かわいそうに、君たちには早すぎたのだろう、わたしはわたしの満足を胸にかき抱いて、これからも手放すつもりはないからな。…
画面を見つめながらぶつぶつと部屋の空気を震わせながら、だれに言っているのか、なにをひとり相撲しているのか、まったくわからない。わたしのほうがかわいそうだ。インターネットを巡回していると、ひとり相撲がどんどん上手になってしまう。これでいいのか。これでいいのだ。しらんけど。
さておき。
クライ・マッチョ、最高だった。二日酔いのせいか、情緒を完全に持っていかれた。映画がはじまって終わるまでずっと幸福な夢を見ているようだった。涙が目に染みて痛かった。急に涙ぐむと、よくそうなる。

愛すべき○○という言い方がある。じぶんではあまり使わないと思っていたが、クライ・マッチョにこそ使いたいと思った。「わたしの愛すべき映画はクライ・マッチョだ」と今後公言していきたい。この使い方であっているのか、わからないが。

時代は70年代末。クリント・イーストウッド演じるマイクは、かつてロデオ選手だったが事故で引退して以降、自暴自棄になってしまった。仕事も家族も失ったが、拾ってくれる人もいた。彼は何とか調教師の職を得ることができた。マイクにとって命の恩人だ。
ある日、老齢になった彼のもと恩人が訪ねてくる。特別な仕事を依頼したいという。メキシコにいる息子を連れて帰ってほしいのだそうだ。乗り気ではなかったが、さんざん罵しられたあげく了承し、マイクはメキシコに出向くことになる。
映画は、マイクが恩人の息子ラフォといっしょにメキシコからアメリカ国境をめざすロードムービーになっている。
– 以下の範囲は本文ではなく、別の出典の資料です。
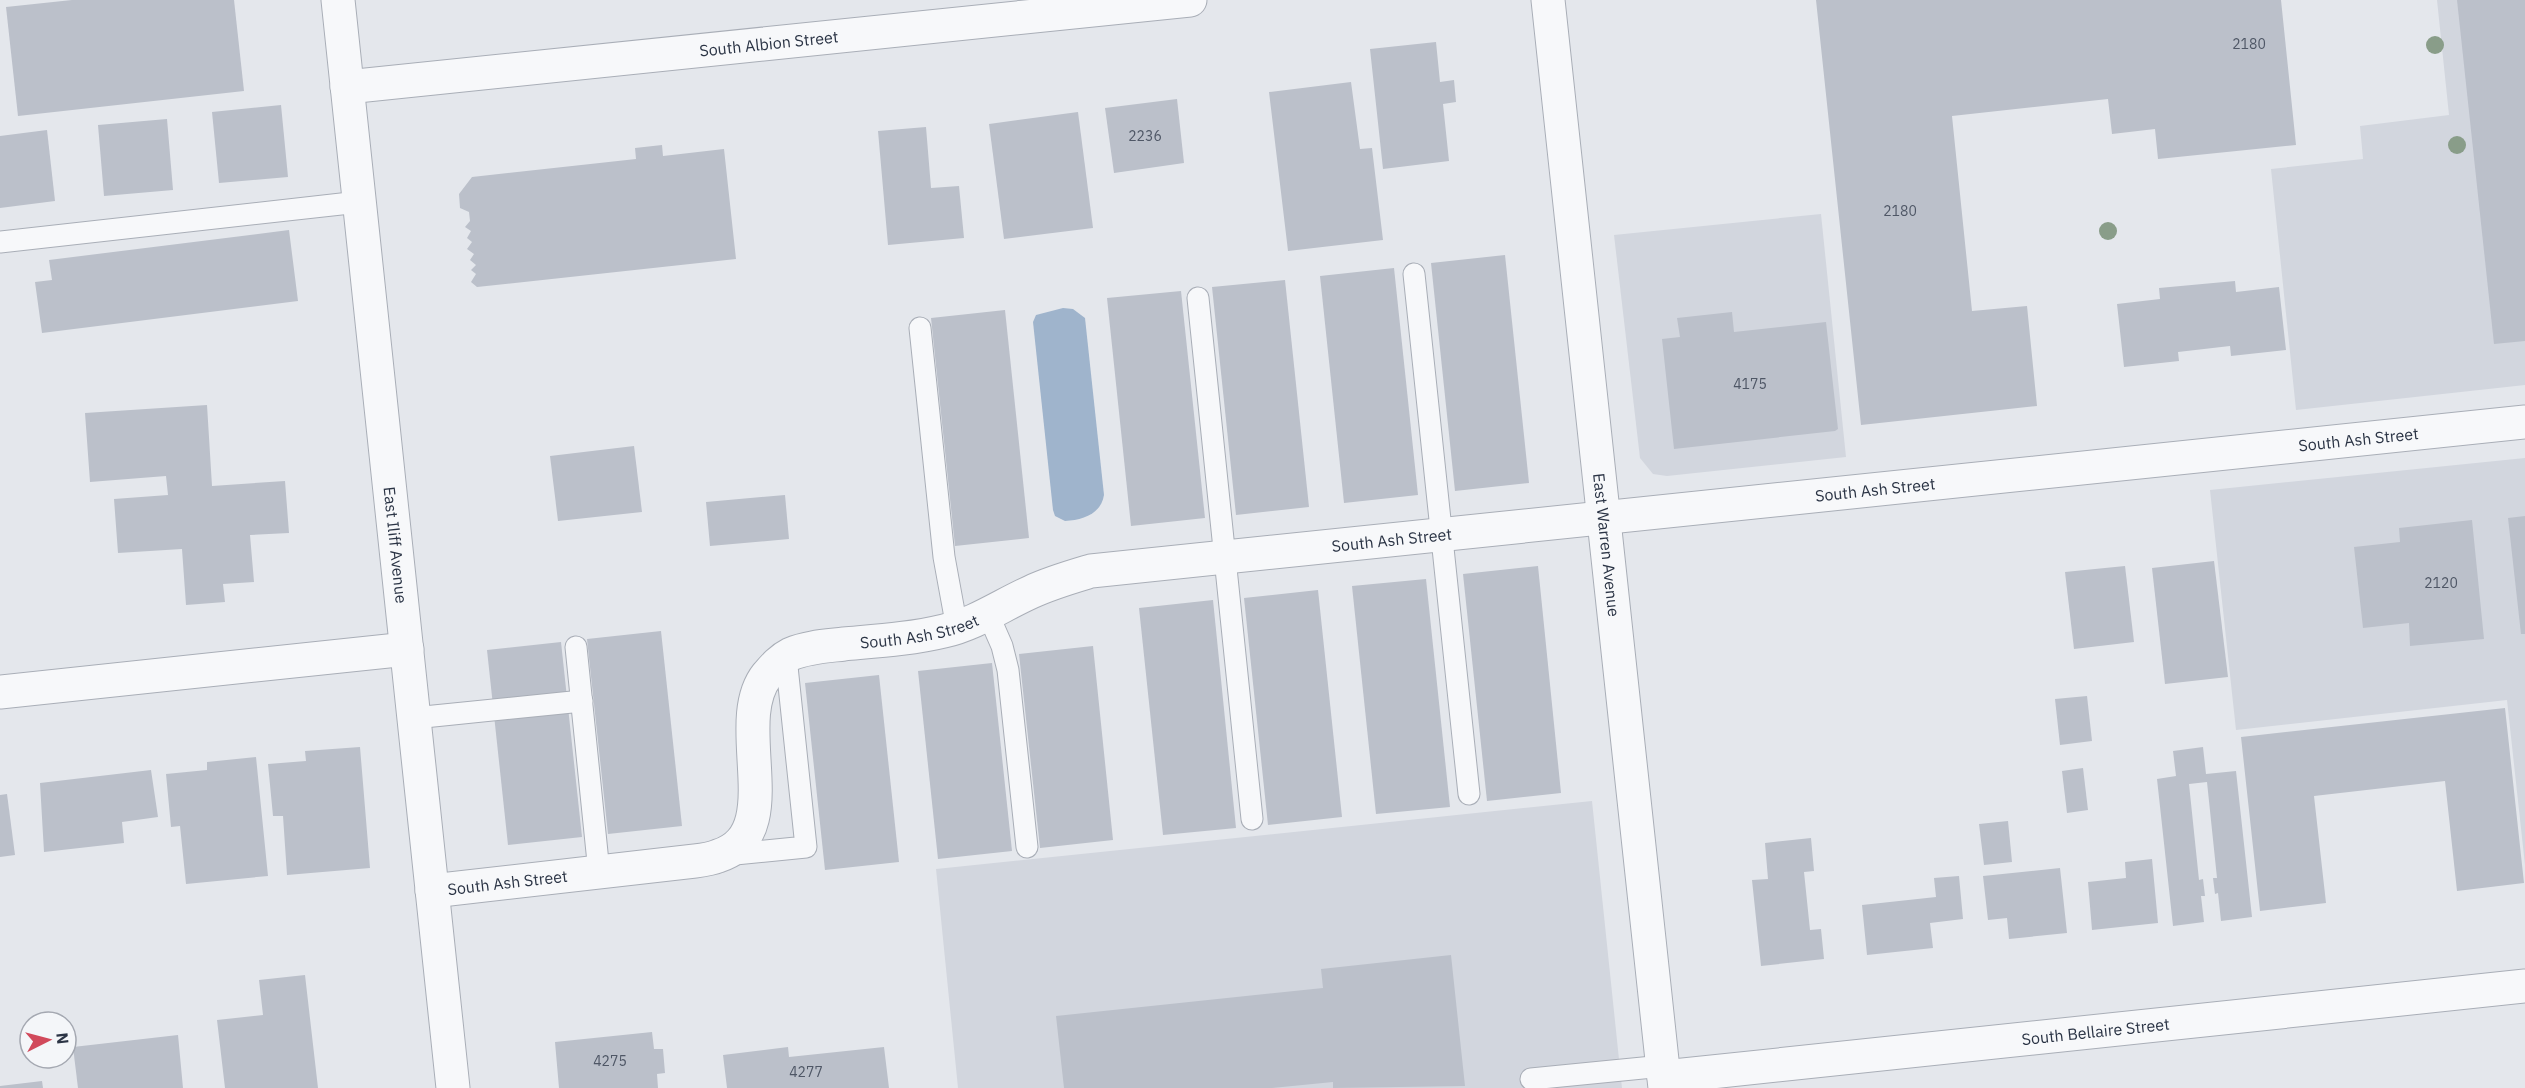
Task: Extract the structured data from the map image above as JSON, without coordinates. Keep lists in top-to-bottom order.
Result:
{
  "streets": {
    "street": [
      "South Albion Street",
      "South Ash Street",
      "East Iliff Avenue",
      "East Warren Avenue",
      "South Bellaire Street"
    ]
  },
  "crossings": [
    ["South Albion Street", "East Iliff Avenue"],
    ["South Ash Street", "East Iliff Avenue"],
    ["South Ash Street", "East Warren Avenue"],
    ["East Warren Avenue", "South Bellaire Street"]
  ],
  "house_numbers": [
    "2180",
    "2236",
    "2180",
    "4175",
    "2120",
    "4275",
    "4277"
  ],
  "north": "right"
}
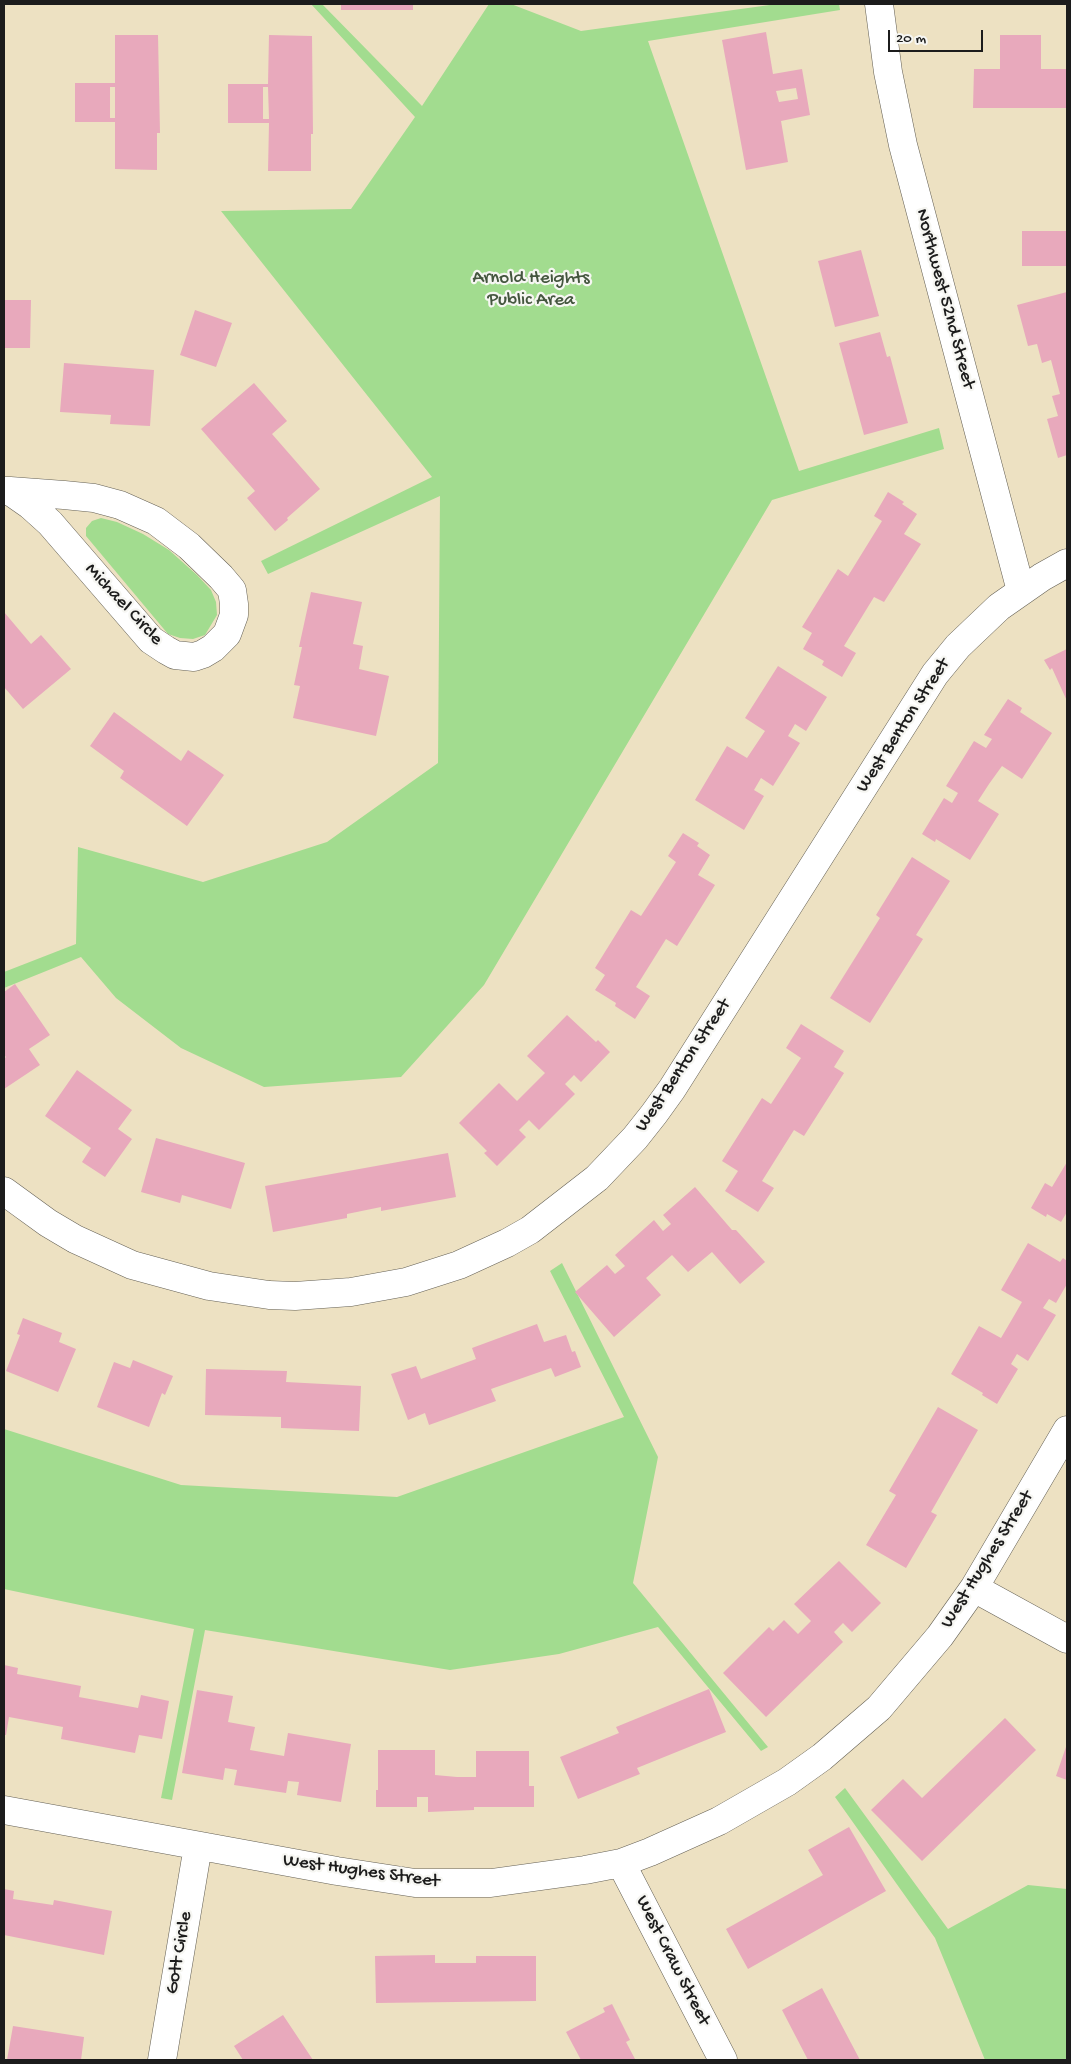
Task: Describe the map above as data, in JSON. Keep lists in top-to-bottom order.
{
  "streets": {
    "street": [
      "Northwest 52nd Street",
      "Michael Circle",
      "West Benton Street",
      "West Hughes Street",
      "Gott Circle",
      "West Craw Street"
    ]
  },
  "crossings": [
    ["Northwest 52nd Street", "West Benton Street"],
    ["West Hughes Street", "Gott Circle"],
    ["West Hughes Street", "West Craw Street"]
  ],
  "parks": ["Arnold Heights Public Area"],
  "scale_bar": "20 m"
}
ラフォは親の愛に恵まれず他人を信用できなくなった子どもで唯一信頼しているのは闘鶏用に育てたニワトリ。その名は「マッチョ」。マイクはラフォに同情する。歳を取りすべてが手遅れになったと思う彼だからこそ、やさしさとはなにかが身にしみて分かっている。おまけに馬を世話してきたカウボーイの性分か、彼はあらゆる動物にモテモテでもある。ラフォはやがて彼を信頼するようになる。父と母のあいだで引き裂かれ、利用され、それでも自分の人生を切り開こうと必死に国境をめざすラフォ。そして、すべてが手遅れといいながら人助けをまっとうしようとするマイク。はたして、二人に待ち受ける結末とは。…
思い出しただけで泣けてきた。映画の後味はとてもよかったとだけ言い添えておく。

いとおしさの核心はやはりクリント・イーストウッド御大の存在だろう。まず90歳の映画監督主演作という点で愛すべきだ。そして、映画内のクリント・イーストウッドはとても愛おしい。語りだしたらきりがないくらいに。
ひとつだけ紹介する。賛否が分かれるところかもしれないが、映画のリアリティとはなにかを考えたとき、今回のクリント・イーストウッドのアクションシーンのいくつかはあきらかに作り物めいている。だがそこがとてもよかった。愛しさがあふれてきて、フィクションだろうが作り物だろうが、どうでもいいと思えた。なぜか。ここにわたしたちの見たい夢があると思えたからだ。映画に大切なことはそれだけじゃないだろうか。むしろ映画的な詐術が使われているからこそ、ここにわたしたちの見たい世界があるのだと信じることができた。
マッチョを捕まえようとするマイクに手持ちカメラがぐっと寄って手元や足元をグラグラ映すと、いつのまにか捕まえてしまっている。軌道のよく見えない一発のパンチでチンピラをのしてしまう。あばれ馬をのりこなして、あっというまに静めてしまう。思い出すとクスっとしてしまうけれど、なんて愛おしいんだろうか。ただのリアルさなんて凡庸だ。なにを描きたいかが重要なのだ。クリント・イーストウッドが(あるいは90歳のアメリカ人男性)が冒険の旅に出かけ、ふさわしい終着点にたどり着く姿こそ、わたしたちの見たかった夢であり、明日への希望なのだ。
これまでもクリント・イーストウッド監督作を見てきたけれど、わたしは一番好きです。愛してます。運び屋も好きです。


映画「スティルウォーター」
傑作。なにもいいたくない。愛すべきとかじゃない。ふつうに大傑作。ひたすら映画の世界を堪能した。舞台となるマルセイユの風景がすばらしい。猥雑さと熱気に圧倒される。異国情緒たっぷりだ。マルセイユはアラブ系移民が多く住むという。知らなかった。治安は悪そうだが、なんとも妖しげな魅力を放っている。町の色気とはなにか。そんなことを考えてしまう。
主人公ビルと仲良くなる小さな女の子マヤは、そんな地元マルセイユのサッカーチーム(オリンピック・マルセイユ通称OM)の大ファンで、ビルにたいしてOMメンバーの偉大さをまくしたてる。なんともカワイイ。彼女が尊敬してやまないメンバーはたくさんいるが、その一人がなんと「Sakai」。サッカー好きならご存知、酒井宏樹選手である。
映画を見終わって、ネットの感想をのぞきにいったときに、いちばんほっこりしたのが酒井選手のツイートだった。自分の名前が出てきたことに感激して「Merci, Maya」とつぶやいていた。映画の世界と現実の世界が交錯する。映画を見終わったはずなのに、まだ続いているような幸せな気持ちになった。マヤちゃん、きっとうれしいだろうなぁ。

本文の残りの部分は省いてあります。